• Task instructions
Restating every entry exactly is the whole task.

(Collected data entries)
⁂

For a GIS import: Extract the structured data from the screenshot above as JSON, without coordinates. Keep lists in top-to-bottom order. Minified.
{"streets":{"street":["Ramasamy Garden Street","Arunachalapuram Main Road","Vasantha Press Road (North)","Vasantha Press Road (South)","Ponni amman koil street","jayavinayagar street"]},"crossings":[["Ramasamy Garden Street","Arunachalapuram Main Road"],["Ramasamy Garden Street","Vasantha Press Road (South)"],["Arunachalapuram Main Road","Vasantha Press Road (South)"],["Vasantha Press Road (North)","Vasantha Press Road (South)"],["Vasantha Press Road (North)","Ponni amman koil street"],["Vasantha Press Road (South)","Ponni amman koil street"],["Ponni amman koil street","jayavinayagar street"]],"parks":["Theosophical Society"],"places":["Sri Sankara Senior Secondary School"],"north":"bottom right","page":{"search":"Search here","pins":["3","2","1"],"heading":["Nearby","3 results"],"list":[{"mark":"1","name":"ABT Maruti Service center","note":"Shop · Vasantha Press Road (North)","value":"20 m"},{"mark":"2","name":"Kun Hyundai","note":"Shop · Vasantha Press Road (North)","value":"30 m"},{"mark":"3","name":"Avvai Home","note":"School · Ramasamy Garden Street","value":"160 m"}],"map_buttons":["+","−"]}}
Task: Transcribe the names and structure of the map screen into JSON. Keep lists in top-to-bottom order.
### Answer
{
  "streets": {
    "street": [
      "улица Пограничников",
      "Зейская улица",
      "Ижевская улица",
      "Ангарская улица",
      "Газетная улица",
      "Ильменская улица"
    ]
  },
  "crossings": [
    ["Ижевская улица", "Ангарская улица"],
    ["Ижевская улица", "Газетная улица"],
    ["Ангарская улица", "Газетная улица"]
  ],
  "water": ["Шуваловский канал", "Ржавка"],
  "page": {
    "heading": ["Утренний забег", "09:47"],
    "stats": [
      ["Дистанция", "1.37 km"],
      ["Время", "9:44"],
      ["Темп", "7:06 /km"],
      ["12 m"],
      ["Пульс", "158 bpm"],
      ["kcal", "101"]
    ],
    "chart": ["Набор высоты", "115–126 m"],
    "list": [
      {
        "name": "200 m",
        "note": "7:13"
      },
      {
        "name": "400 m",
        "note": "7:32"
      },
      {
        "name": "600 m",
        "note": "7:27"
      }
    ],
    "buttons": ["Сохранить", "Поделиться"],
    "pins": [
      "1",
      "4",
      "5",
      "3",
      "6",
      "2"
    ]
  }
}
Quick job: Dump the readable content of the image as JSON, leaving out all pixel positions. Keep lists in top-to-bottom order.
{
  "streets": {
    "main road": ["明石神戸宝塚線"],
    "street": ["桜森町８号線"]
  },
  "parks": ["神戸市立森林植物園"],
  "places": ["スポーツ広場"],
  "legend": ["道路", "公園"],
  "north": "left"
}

⁂

• Solution below
For a GIS import: Extract the structured data from the screenshot above as JSON, without coordinates. Keep lists in top-to-bottom order. Minified.
{"streets":{"street":["Ramasamy Garden Street","Arunachalapuram Main Road","Vasantha Press Road (North)","Vasantha Press Road (South)","Ponni amman koil street","jayavinayagar street"]},"crossings":[["Ramasamy Garden Street","Arunachalapuram Main Road"],["Ramasamy Garden Street","Vasantha Press Road (South)"],["Arunachalapuram Main Road","Vasantha Press Road (South)"],["Vasantha Press Road (North)","Vasantha Press Road (South)"],["Vasantha Press Road (North)","Ponni amman koil street"],["Vasantha Press Road (South)","Ponni amman koil street"],["Ponni amman koil street","jayavinayagar street"]],"parks":["Theosophical Society"],"places":["Sri Sankara Senior Secondary School"],"north":"bottom right","page":{"search":"Search here","pins":["3","2","1"],"heading":["Nearby","3 results"],"list":[{"mark":"1","name":"ABT Maruti Service center","note":"Shop · Vasantha Press Road (North)","value":"20 m"},{"mark":"2","name":"Kun Hyundai","note":"Shop · Vasantha Press Road (North)","value":"30 m"},{"mark":"3","name":"Avvai Home","note":"School · Ramasamy Garden Street","value":"160 m"}],"map_buttons":["+","−"]}}
Task: Transcribe the names and structure of the map screen into JSON. Keep lists in top-to-bottom order.
### Answer
{
  "streets": {
    "street": [
      "улица Пограничников",
      "Зейская улица",
      "Ижевская улица",
      "Ангарская улица",
      "Газетная улица",
      "Ильменская улица"
    ]
  },
  "crossings": [
    ["Ижевская улица", "Ангарская улица"],
    ["Ижевская улица", "Газетная улица"],
    ["Ангарская улица", "Газетная улица"]
  ],
  "water": ["Шуваловский канал", "Ржавка"],
  "page": {
    "heading": ["Утренний забег", "09:47"],
    "stats": [
      ["Дистанция", "1.37 km"],
      ["Время", "9:44"],
      ["Темп", "7:06 /km"],
      ["12 m"],
      ["Пульс", "158 bpm"],
      ["kcal", "101"]
    ],
    "chart": ["Набор высоты", "115–126 m"],
    "list": [
      {
        "name": "200 m",
        "note": "7:13"
      },
      {
        "name": "400 m",
        "note": "7:32"
      },
      {
        "name": "600 m",
        "note": "7:27"
      }
    ],
    "buttons": ["Сохранить", "Поделиться"],
    "pins": [
      "1",
      "4",
      "5",
      "3",
      "6",
      "2"
    ]
  }
}
Quick job: Dump the readable content of the image as JSON, leaving out all pixel positions. Keep lists in top-to-bottom order.
{
  "streets": {
    "main road": ["明石神戸宝塚線"],
    "street": ["桜森町８号線"]
  },
  "parks": ["神戸市立森林植物園"],
  "places": ["スポーツ広場"],
  "legend": ["道路", "公園"],
  "north": "left"
}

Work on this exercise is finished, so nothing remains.